### [THE TASK]
Each line of the records containing "flex" is to be copied out and returned.

### [Saved data entries]
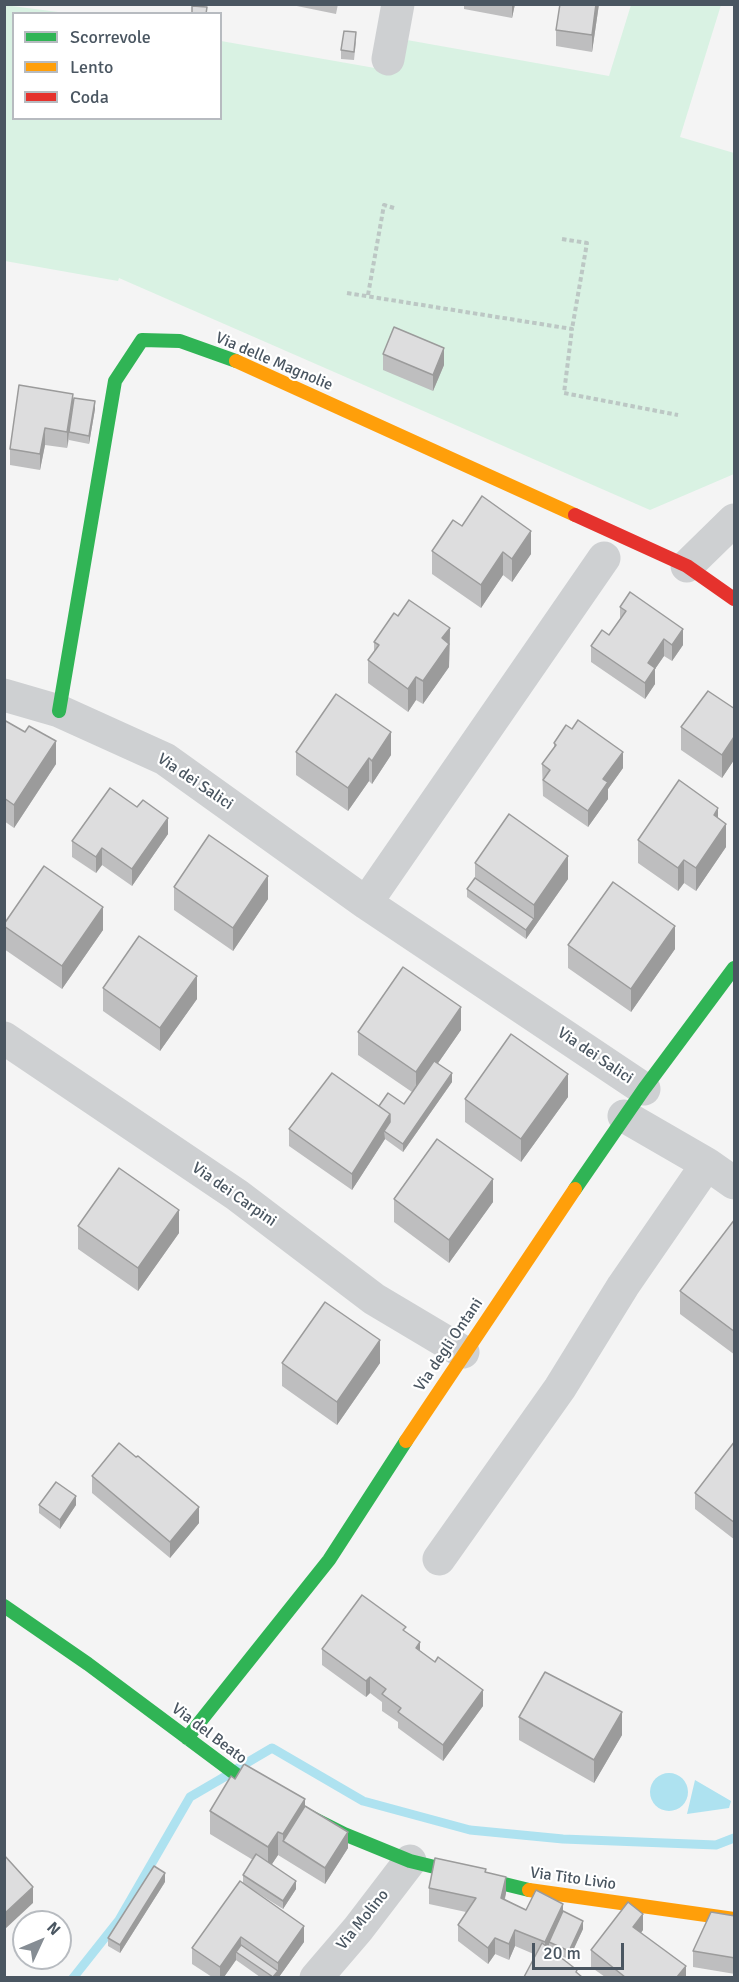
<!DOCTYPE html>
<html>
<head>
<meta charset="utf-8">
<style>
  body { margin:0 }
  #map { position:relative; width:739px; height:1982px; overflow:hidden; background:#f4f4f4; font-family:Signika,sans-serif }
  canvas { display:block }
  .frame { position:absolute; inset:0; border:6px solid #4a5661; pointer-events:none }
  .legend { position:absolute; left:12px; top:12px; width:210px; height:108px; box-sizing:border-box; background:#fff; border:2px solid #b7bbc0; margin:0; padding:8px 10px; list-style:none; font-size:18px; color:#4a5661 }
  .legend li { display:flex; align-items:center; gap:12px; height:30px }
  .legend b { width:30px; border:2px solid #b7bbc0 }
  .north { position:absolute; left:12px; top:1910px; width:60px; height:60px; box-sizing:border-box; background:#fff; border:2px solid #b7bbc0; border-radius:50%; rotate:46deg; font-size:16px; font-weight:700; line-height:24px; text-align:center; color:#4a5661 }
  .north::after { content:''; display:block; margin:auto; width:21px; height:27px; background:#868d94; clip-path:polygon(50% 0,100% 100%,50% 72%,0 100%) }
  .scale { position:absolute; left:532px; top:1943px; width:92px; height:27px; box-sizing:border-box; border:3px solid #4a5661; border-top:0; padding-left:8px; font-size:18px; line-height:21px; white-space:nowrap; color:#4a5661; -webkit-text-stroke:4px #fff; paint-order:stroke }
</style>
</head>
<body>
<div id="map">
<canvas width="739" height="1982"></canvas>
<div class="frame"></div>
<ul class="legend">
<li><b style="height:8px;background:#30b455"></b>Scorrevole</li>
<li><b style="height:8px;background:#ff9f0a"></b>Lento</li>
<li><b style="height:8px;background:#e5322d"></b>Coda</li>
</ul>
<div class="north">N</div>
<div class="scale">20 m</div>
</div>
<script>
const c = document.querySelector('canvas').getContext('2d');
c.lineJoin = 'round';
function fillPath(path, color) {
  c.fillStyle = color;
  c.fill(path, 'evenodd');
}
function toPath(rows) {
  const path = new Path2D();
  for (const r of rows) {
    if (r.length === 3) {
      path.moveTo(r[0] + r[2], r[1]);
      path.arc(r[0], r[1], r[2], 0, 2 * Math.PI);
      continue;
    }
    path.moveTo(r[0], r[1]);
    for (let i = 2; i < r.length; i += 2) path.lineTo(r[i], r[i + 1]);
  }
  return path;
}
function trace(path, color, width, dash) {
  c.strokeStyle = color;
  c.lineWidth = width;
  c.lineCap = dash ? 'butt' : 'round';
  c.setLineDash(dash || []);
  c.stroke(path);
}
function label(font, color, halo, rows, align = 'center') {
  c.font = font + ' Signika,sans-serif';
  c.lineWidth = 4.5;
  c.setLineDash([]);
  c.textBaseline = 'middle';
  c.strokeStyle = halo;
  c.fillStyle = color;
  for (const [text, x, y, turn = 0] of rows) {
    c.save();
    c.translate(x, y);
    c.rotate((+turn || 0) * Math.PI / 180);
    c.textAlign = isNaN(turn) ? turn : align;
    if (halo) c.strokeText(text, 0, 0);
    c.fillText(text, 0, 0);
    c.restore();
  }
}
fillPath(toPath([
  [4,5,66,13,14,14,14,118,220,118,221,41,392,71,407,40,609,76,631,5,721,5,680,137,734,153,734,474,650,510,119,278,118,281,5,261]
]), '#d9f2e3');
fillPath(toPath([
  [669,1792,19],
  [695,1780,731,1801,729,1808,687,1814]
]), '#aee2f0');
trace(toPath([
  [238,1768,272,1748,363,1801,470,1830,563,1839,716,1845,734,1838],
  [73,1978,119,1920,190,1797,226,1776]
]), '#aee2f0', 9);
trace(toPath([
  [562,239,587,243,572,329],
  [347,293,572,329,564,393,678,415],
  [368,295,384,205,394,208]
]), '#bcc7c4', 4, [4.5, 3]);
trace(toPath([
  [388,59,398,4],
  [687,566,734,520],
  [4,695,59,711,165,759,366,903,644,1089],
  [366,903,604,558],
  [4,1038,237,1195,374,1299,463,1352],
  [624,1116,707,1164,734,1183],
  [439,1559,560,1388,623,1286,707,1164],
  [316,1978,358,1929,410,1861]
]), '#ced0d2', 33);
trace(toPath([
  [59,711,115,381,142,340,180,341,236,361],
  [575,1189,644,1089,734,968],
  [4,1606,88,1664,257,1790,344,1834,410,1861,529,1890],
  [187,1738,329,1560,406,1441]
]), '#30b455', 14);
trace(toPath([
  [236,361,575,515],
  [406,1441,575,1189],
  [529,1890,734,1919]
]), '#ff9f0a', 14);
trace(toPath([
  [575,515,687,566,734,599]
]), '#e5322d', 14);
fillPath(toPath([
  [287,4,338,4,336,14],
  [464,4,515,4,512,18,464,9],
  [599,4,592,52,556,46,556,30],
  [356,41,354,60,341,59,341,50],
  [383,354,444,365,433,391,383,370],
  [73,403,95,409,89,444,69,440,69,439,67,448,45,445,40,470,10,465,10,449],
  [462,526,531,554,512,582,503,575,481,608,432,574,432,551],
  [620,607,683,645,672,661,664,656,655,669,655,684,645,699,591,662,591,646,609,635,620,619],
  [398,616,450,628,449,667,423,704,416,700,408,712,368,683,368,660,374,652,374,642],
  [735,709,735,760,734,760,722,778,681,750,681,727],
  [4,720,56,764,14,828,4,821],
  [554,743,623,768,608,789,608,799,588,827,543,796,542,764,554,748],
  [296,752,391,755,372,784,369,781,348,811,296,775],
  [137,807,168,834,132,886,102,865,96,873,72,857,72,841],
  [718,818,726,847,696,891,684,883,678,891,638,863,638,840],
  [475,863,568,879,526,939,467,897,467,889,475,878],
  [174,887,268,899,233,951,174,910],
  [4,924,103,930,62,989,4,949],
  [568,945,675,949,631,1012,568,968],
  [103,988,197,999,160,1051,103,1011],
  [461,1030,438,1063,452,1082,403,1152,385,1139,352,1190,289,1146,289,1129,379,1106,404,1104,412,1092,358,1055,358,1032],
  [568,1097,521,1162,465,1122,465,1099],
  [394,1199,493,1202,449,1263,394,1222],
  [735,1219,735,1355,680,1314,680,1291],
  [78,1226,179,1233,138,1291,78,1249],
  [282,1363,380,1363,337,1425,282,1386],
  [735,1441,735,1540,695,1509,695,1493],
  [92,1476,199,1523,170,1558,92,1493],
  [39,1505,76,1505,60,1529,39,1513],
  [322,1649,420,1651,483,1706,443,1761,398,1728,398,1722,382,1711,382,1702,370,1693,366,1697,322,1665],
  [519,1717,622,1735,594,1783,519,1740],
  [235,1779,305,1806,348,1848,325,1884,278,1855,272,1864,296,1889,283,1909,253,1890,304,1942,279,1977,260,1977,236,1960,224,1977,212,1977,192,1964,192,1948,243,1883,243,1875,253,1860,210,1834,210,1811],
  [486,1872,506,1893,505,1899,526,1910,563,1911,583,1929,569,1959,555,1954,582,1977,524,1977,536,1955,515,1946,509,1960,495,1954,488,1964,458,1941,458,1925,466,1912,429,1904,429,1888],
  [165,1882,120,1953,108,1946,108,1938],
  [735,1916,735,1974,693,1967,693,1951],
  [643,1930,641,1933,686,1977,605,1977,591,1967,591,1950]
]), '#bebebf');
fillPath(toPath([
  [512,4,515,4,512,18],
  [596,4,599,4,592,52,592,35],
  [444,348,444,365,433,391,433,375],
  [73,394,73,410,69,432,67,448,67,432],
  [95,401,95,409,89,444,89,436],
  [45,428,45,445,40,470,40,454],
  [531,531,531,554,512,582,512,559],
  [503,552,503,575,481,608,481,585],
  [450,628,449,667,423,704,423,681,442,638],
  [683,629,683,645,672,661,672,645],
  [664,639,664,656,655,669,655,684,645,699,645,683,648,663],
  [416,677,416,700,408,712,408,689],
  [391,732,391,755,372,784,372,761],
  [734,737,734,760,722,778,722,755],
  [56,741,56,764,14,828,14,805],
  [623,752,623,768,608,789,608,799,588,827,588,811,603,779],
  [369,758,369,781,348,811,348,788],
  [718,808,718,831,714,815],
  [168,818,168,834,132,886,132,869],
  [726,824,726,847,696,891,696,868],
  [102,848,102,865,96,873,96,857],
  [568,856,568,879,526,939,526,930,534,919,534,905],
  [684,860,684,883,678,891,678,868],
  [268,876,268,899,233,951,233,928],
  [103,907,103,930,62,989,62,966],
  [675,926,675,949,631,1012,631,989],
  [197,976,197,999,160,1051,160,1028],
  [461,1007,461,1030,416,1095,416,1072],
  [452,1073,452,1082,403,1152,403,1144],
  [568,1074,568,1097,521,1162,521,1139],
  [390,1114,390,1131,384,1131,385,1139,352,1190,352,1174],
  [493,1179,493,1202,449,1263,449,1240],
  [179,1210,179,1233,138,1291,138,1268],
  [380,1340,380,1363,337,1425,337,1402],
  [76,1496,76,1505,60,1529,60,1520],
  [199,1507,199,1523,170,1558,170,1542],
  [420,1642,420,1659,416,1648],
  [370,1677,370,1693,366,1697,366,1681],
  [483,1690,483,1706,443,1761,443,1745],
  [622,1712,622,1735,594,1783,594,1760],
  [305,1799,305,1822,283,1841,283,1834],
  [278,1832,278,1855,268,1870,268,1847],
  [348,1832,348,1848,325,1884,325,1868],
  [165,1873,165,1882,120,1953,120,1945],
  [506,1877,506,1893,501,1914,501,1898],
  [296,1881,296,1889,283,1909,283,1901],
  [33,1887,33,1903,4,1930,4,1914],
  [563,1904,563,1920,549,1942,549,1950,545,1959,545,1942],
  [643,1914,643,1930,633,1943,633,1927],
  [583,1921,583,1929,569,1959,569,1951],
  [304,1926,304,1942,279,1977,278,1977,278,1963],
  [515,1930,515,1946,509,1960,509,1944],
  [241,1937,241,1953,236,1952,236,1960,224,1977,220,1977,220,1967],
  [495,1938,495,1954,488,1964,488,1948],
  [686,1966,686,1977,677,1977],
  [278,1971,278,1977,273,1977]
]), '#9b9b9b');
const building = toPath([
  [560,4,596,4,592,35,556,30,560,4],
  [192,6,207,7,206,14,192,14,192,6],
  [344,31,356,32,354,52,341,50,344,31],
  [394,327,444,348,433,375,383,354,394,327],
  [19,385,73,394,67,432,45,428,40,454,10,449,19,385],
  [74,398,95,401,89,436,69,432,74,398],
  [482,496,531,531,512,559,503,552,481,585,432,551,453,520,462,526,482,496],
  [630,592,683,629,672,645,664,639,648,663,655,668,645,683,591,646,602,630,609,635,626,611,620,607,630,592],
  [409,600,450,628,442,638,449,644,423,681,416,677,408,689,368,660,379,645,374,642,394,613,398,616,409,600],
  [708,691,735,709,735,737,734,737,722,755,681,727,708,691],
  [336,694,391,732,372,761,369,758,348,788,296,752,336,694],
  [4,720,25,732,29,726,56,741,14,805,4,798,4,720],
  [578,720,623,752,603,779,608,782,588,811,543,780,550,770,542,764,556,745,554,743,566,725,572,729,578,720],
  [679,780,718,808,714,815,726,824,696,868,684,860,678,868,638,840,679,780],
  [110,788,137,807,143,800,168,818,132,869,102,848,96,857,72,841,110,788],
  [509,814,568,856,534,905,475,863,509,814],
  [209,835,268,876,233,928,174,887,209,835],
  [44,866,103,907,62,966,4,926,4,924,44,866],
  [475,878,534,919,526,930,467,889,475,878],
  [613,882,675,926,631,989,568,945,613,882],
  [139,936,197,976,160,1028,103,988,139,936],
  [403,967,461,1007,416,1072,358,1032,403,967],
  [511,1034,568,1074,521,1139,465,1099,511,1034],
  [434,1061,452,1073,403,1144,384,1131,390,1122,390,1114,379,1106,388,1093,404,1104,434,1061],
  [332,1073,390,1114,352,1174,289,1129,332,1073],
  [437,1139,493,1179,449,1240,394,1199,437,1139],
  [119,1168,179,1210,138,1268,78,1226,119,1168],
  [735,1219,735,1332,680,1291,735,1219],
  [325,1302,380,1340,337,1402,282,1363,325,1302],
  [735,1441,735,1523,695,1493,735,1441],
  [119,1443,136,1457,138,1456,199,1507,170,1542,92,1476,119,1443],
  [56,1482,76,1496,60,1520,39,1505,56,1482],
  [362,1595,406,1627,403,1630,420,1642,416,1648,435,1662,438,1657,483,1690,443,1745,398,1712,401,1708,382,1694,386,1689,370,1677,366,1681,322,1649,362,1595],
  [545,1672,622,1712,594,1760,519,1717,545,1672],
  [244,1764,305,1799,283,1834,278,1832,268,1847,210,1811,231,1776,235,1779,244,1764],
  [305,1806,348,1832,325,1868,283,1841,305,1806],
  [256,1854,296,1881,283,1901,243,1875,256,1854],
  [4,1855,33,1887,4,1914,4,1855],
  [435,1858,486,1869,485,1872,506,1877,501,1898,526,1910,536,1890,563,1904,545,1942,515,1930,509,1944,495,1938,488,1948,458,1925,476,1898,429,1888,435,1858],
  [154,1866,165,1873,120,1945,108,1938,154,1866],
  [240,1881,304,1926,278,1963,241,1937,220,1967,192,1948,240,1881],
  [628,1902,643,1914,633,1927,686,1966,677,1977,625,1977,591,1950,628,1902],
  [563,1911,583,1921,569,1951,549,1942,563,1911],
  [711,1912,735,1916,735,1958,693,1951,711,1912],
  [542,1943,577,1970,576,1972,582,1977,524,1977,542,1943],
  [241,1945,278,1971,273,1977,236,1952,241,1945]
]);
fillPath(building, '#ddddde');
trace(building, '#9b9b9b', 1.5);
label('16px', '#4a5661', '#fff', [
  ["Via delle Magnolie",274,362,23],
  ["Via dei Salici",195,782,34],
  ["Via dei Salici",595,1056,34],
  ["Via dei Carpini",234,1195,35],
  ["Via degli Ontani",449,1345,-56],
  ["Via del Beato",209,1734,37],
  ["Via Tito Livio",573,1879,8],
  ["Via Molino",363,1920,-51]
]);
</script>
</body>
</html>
* * *
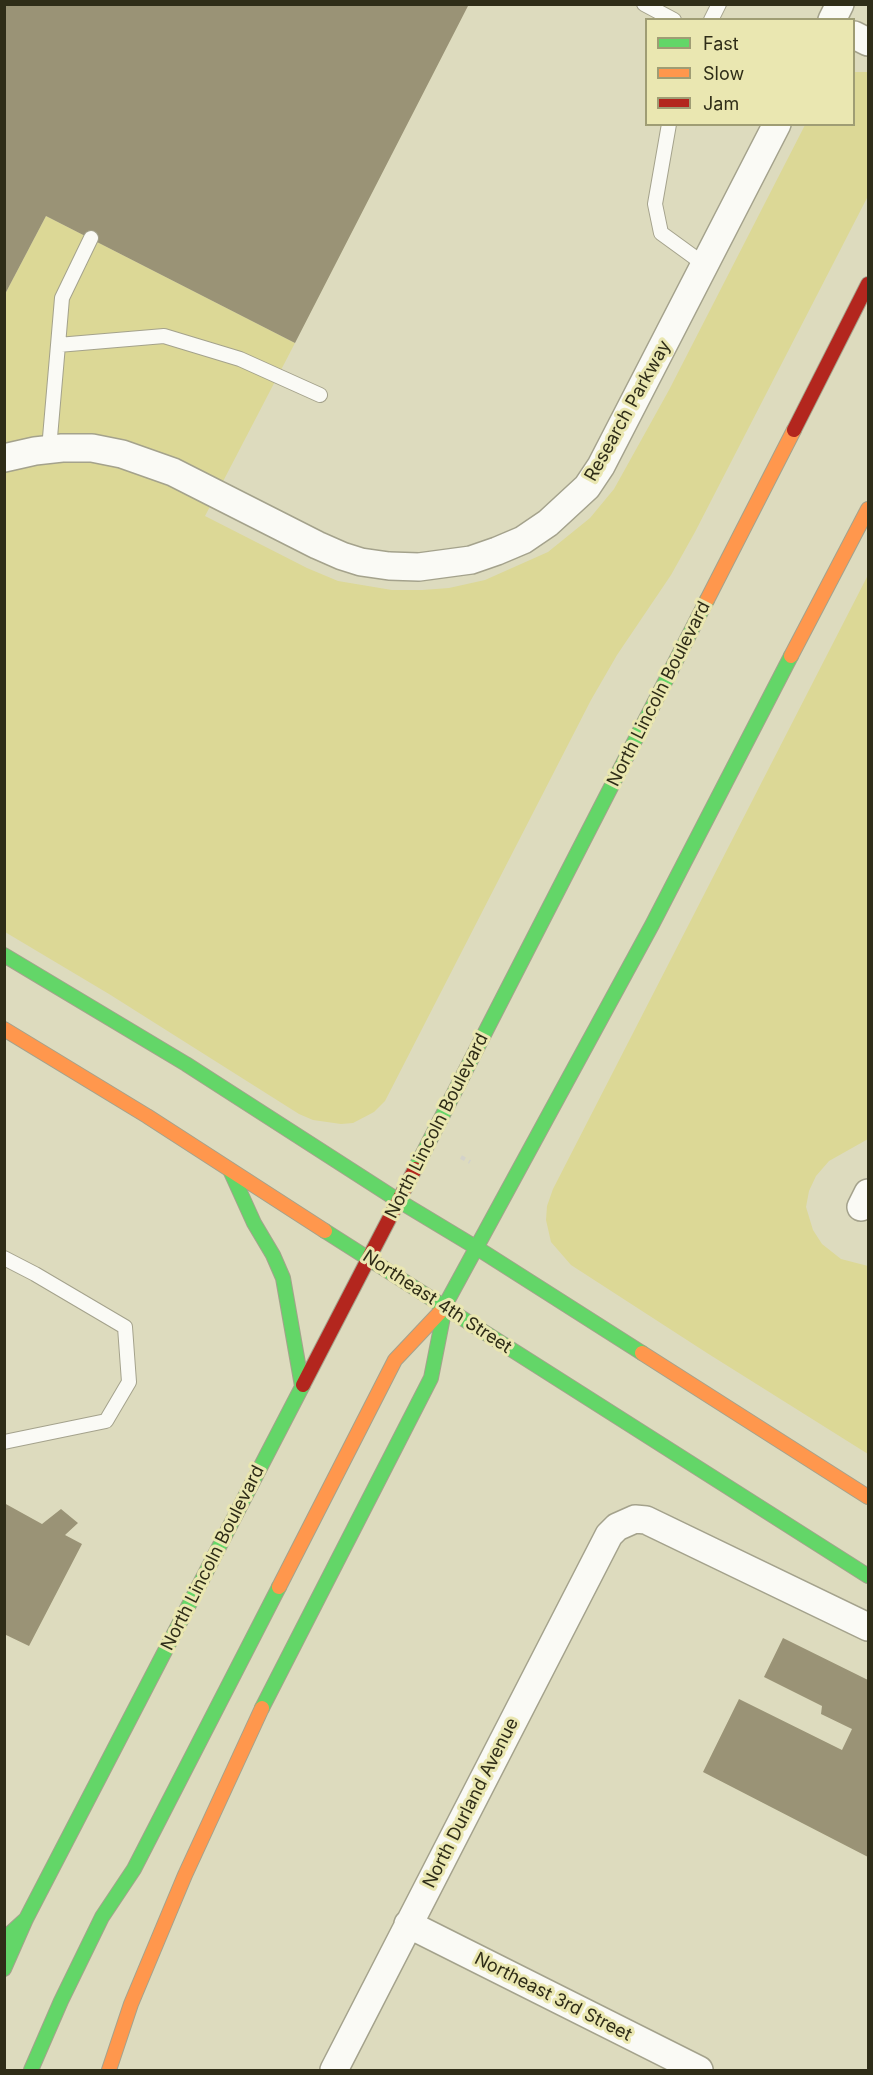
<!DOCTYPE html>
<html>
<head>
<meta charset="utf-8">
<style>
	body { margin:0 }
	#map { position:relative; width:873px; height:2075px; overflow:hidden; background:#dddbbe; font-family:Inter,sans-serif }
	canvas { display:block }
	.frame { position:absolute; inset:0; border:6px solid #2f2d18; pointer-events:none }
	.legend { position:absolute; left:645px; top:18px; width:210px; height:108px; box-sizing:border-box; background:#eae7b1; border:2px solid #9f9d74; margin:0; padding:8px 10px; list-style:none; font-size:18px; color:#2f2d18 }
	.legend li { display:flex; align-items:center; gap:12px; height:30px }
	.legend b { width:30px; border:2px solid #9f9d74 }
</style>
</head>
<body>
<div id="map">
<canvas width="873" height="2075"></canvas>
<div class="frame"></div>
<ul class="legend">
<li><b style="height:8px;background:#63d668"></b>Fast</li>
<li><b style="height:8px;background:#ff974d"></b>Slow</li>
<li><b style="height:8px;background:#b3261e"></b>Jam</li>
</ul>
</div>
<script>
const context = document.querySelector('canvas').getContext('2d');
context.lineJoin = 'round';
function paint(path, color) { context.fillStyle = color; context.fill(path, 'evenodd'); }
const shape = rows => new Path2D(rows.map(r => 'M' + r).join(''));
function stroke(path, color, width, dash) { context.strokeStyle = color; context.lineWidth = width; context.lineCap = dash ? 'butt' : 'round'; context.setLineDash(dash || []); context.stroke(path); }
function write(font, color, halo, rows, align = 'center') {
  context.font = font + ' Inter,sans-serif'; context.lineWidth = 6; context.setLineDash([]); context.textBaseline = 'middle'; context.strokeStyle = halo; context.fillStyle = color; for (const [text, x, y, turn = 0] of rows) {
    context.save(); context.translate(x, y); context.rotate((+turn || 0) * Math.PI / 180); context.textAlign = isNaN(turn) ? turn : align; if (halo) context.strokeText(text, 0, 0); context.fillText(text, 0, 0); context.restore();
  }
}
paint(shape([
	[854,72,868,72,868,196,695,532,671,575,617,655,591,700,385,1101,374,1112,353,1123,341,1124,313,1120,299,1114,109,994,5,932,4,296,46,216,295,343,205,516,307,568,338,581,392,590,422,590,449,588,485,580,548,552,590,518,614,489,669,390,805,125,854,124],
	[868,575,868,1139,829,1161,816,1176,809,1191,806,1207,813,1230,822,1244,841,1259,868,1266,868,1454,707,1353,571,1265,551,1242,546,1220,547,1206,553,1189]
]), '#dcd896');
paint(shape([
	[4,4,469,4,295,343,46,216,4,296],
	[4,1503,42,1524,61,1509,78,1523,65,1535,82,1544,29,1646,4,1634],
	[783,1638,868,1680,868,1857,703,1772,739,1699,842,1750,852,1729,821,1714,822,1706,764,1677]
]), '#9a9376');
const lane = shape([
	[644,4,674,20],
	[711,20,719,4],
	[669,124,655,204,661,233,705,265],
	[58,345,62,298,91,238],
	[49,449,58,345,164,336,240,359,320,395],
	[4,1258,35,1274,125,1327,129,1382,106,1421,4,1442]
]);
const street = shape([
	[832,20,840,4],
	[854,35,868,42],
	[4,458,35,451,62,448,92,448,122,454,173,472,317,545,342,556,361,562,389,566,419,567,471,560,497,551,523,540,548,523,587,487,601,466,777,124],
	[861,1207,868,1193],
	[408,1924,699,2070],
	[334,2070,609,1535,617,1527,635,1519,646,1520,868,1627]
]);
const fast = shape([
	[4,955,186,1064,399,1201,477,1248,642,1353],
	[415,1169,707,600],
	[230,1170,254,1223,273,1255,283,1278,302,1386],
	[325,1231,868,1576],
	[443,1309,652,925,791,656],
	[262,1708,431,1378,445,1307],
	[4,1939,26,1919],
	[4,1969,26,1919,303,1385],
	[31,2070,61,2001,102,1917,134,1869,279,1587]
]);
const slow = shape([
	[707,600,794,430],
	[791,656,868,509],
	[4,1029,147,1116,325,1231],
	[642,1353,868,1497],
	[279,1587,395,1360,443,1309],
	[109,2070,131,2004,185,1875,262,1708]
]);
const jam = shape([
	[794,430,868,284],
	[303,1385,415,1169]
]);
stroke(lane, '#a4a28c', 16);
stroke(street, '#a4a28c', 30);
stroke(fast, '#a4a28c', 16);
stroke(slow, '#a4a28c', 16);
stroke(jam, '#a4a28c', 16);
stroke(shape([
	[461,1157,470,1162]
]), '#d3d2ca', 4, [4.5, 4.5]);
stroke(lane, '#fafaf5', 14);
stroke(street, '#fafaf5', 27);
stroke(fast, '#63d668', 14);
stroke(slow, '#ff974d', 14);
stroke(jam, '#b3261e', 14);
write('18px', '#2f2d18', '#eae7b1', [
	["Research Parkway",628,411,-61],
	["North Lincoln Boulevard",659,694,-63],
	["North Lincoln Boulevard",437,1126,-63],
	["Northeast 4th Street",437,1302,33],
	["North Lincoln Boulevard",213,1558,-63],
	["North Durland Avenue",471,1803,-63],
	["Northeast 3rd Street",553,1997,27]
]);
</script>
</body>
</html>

### [EXERCISE RESPONSE]
  .legend li { display:flex; align-items:center; gap:12px; height:30px }
	.legend li { display:flex; align-items:center; gap:12px; height:30px }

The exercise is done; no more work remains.